== Description of the task ==
Go through the records and show each line where the word "absolute" occurs.
(Available data begins)
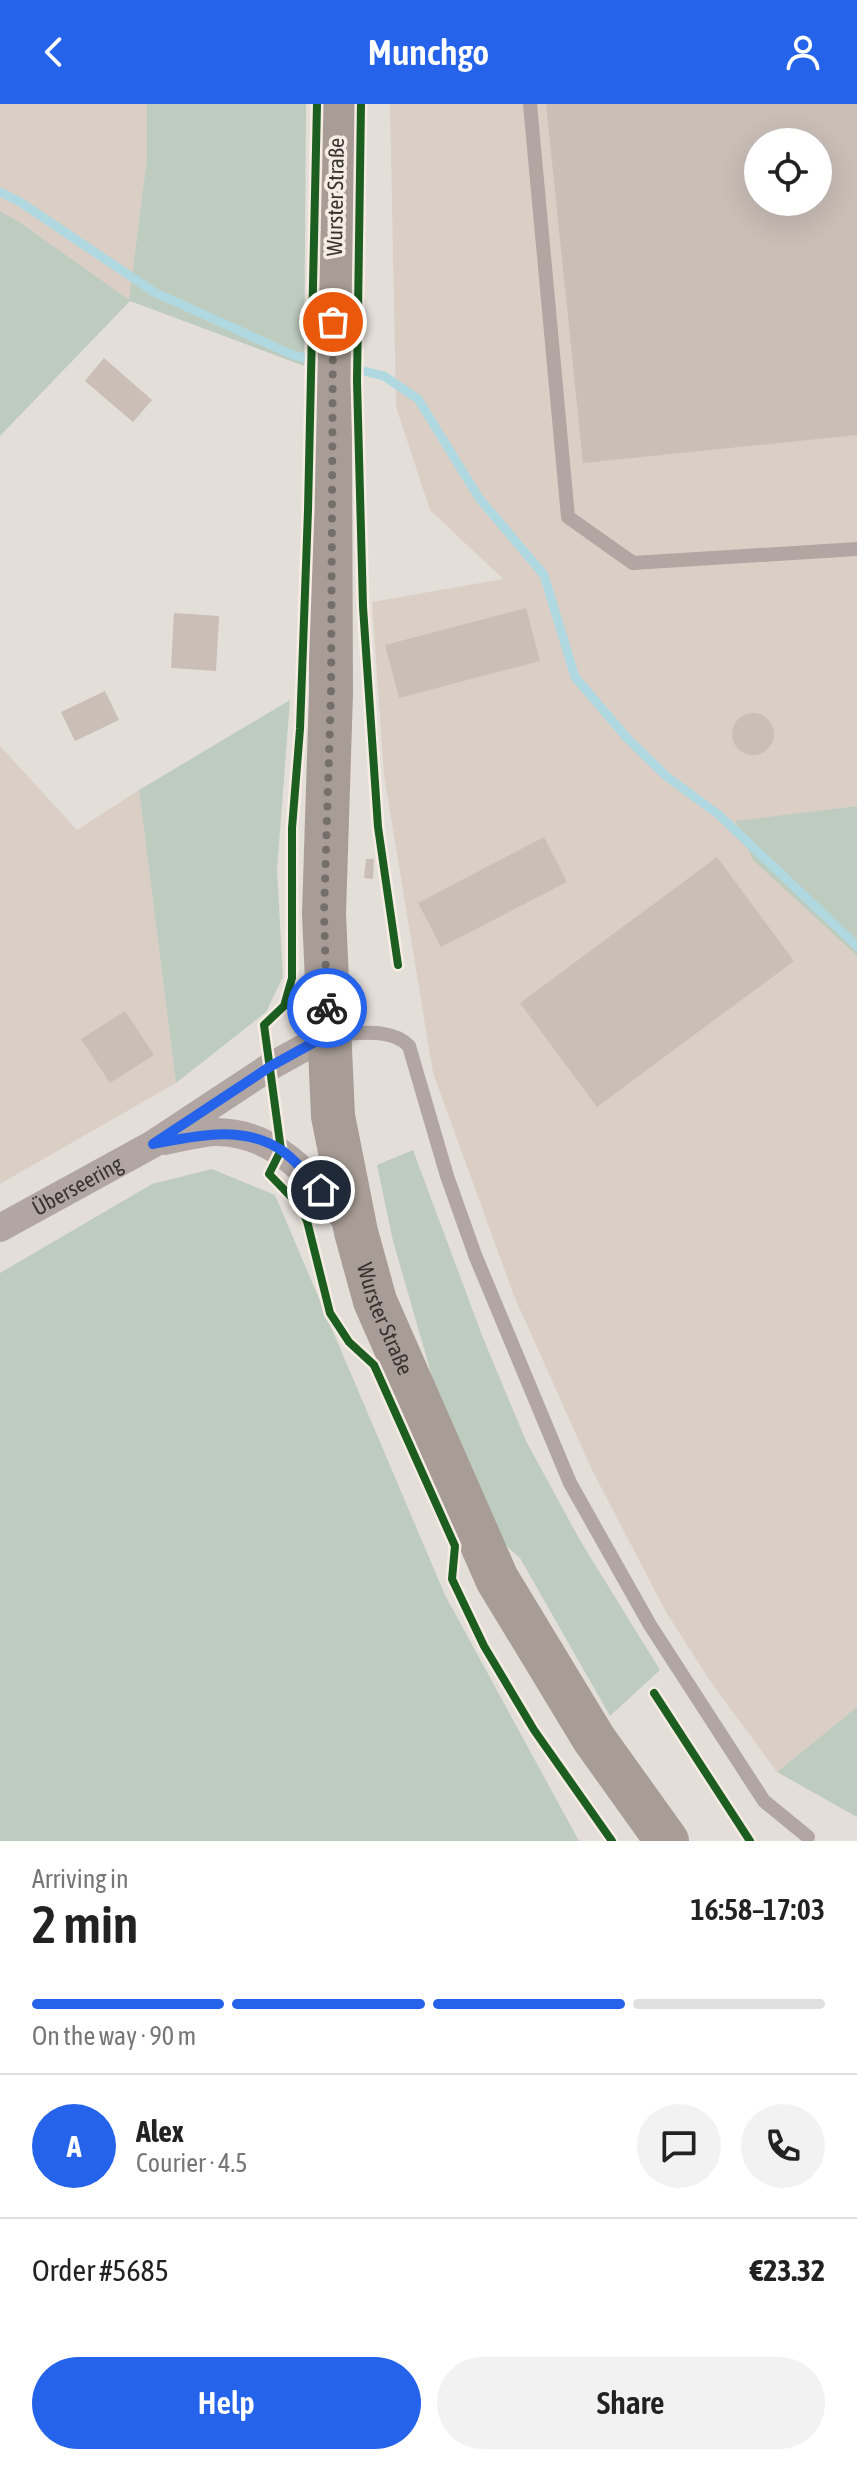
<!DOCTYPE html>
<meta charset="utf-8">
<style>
body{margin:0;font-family:"Asap Condensed",sans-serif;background:#f2f2f2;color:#222;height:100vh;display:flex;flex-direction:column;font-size:30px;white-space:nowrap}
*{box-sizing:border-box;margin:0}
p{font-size:26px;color:#767676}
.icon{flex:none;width:44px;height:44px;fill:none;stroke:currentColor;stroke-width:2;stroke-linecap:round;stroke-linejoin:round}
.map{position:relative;height:1737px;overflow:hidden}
.side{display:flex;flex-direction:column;background:#fff;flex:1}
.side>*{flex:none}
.tools{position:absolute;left:744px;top:24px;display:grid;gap:16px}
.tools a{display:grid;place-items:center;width:88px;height:88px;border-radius:50%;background:#fff;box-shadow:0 8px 32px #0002;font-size:40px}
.pin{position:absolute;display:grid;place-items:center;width:68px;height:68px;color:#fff;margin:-34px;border:4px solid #fff;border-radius:50%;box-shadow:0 2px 8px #0007}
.courier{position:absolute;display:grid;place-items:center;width:80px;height:80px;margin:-40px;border:6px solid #2563eb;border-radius:50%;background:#fff;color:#222;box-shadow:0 2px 10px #0007}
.head em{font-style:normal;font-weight:600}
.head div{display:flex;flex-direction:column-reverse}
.head{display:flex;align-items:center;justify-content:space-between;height:136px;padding:0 32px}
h1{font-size:52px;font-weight:600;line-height:60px}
.bar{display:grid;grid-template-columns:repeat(4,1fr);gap:12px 8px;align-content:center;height:96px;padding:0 32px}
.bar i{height:10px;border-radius:6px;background:#e0e0e0}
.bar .on{background:#2563eb}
.bar p{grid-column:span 4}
.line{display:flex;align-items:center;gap:20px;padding:0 32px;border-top:2px solid #e0e0e0}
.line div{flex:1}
.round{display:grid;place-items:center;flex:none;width:84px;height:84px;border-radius:42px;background:#f2f2f2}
.action{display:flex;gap:16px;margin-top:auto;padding:16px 32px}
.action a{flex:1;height:92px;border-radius:48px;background:#2563eb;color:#fff;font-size:32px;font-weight:600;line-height:92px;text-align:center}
.action a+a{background:#f2f2f2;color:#222}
header{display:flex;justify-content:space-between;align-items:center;height:104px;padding:0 32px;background:#2563eb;color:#fff;font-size:36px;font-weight:600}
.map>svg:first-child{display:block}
</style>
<header><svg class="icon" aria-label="back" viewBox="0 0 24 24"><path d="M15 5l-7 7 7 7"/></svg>Munchgo<svg class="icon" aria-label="person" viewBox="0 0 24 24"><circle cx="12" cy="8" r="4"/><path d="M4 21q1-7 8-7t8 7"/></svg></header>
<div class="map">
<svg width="857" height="1737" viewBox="0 0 857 1737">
<rect width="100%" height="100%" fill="#e4ded9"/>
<g fill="#dbcfc5" fill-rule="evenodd">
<path d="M0,0H147V54L129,197L18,117L0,107Z"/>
<path d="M390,0H857V702L735,718L754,756L857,852V1603L777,1668L710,1577L666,1508L592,1366L514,1192L433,969L384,671L372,498L503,475L430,406L396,303ZM758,38H818V98H758Z"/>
<path d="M0,642L77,726L139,686L176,979L0,1080Z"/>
</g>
<g fill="#becbbf">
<path d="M147,0H306L304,262L130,197L0,332V107L18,117L129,196L147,54Z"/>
<path d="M290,596L277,766L283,873L266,908L176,979L139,686Z"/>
<path d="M857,702V852L753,756L735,717Z"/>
<path d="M413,1046L483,1234L526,1337L581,1438L660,1566L610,1612L520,1454L503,1439L442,1307L393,1137L377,1061Z"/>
<path d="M212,1065L275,1091L445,1491L579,1737H0V1169L152,1080Z"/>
<path d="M857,1603V1713L777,1668Z"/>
</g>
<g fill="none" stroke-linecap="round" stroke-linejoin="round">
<g stroke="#b0d8e0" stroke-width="9">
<path d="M0,88L20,98L154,188L293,251L320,257"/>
<path d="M343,262L384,272L418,295L479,394L544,471L575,573L627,634L666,672L719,711L857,842"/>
</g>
</g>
<g fill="#cabeb7" fill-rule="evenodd">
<path d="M546,0H857V331L583,359ZM758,38H818V98H758Z"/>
<path d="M104,254L152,296L133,318L85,277Z"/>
<path d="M526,504L540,557L399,594L385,541Z"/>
<path d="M174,509L219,512L216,567L171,564Z"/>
<path d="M105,587L119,616L75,637L61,608Z"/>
<circle cx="753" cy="630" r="21"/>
<path d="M544,733L567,778L441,843L418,799Z"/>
<path d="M717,753L794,857L597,1003L520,899Z"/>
<path d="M366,755H374L373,775L364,774Z"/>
<path d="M125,907L154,951L110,979L81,935Z"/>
</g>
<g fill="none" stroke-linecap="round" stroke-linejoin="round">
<g stroke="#b1a6a1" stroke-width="14">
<path d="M530,0L568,413L633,459L857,445"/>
<path d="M333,930C358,930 391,923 409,942L447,1072L475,1151L570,1379L650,1521L764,1697L808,1733"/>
</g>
<g stroke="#b1a6a1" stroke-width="28">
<path d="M165,1037C181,1034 198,1029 214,1028C278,1027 314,1077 350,1122"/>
<path id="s1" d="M0,1124L153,1040L271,962L329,930"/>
</g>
<path stroke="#a89d96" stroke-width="44" id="s2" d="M336,0L330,341L331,589L324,810L333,1012L356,1128L375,1197L497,1475L594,1635L667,1737"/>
<defs>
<g id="cycleway">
<path d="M317,0L308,406L300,625L292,724V874L284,902L264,921L281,1046L269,1070L300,1102L307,1117L330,1209L349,1238L374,1261L455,1442L452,1475L484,1542L534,1626L612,1737"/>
<path d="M361,0L357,277L363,503L378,723L398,861"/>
<path d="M654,1589L750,1737"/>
</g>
</defs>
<use href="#cycleway" stroke="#f6ece3" stroke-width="13"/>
<use href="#cycleway" stroke="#1b5e20" stroke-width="8"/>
</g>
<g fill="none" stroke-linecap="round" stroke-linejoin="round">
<path stroke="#746f6a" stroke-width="8" stroke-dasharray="0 14.4" d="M327,904L324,810L331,589L333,218"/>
<path stroke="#2563eb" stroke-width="10" d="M321,1086C309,1073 296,1056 281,1046C242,1020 195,1032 153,1040L271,962L329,930L327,904"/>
</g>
<g text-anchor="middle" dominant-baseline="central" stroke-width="7" stroke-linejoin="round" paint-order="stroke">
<g font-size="22" fill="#37332f" stroke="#f6ece3">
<text transform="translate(335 93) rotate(-89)">Wurster Straße</text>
<text stroke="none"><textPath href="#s1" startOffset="88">Überseering</textPath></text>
<text stroke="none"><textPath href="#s2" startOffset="1222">Wurster Straße</textPath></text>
</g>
</g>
</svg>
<div class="tools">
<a><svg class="icon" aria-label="locate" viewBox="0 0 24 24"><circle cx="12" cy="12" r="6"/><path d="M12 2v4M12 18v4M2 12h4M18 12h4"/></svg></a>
</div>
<div class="pin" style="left:333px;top:218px;background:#ea580c"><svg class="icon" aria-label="bag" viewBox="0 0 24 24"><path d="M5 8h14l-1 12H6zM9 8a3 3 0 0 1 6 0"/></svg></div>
<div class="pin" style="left:321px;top:1086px;background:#1f2937"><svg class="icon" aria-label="home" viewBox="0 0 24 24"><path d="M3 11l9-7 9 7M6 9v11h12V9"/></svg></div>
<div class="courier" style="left:327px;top:904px"><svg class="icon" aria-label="bike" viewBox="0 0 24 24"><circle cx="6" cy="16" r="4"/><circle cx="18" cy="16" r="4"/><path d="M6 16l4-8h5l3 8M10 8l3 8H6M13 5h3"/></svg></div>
</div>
<section class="side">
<div class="head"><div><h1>2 min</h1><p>Arriving in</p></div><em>16:58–17:03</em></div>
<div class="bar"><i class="on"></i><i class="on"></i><i class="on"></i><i></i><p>On the way · 90 m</p></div>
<div class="line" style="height:144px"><b class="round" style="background:#2563eb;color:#fff">A</b><div><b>Alex</b><p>Courier · 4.5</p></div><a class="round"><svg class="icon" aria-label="chat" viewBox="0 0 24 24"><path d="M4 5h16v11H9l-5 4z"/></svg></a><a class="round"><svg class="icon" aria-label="phone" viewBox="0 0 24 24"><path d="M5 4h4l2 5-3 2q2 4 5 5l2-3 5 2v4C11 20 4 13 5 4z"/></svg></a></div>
<div class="line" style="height:104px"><div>Order #5685</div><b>€23.32</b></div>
<div class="action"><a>Help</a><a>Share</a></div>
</section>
(Available data ends)
== Your solution ==
.tools{position:absolute;left:744px;top:24px;display:grid;gap:16px}
.pin{position:absolute;display:grid;place-items:center;width:68px;height:68px;color:#fff;margin:-34px;border:4px solid #fff;border-radius:50%;box-shadow:0 2px 8px #0007}
.courier{position:absolute;display:grid;place-items:center;width:80px;height:80px;margin:-40px;border:6px solid #2563eb;border-radius:50%;background:#fff;color:#222;box-shadow:0 2px 10px #0007}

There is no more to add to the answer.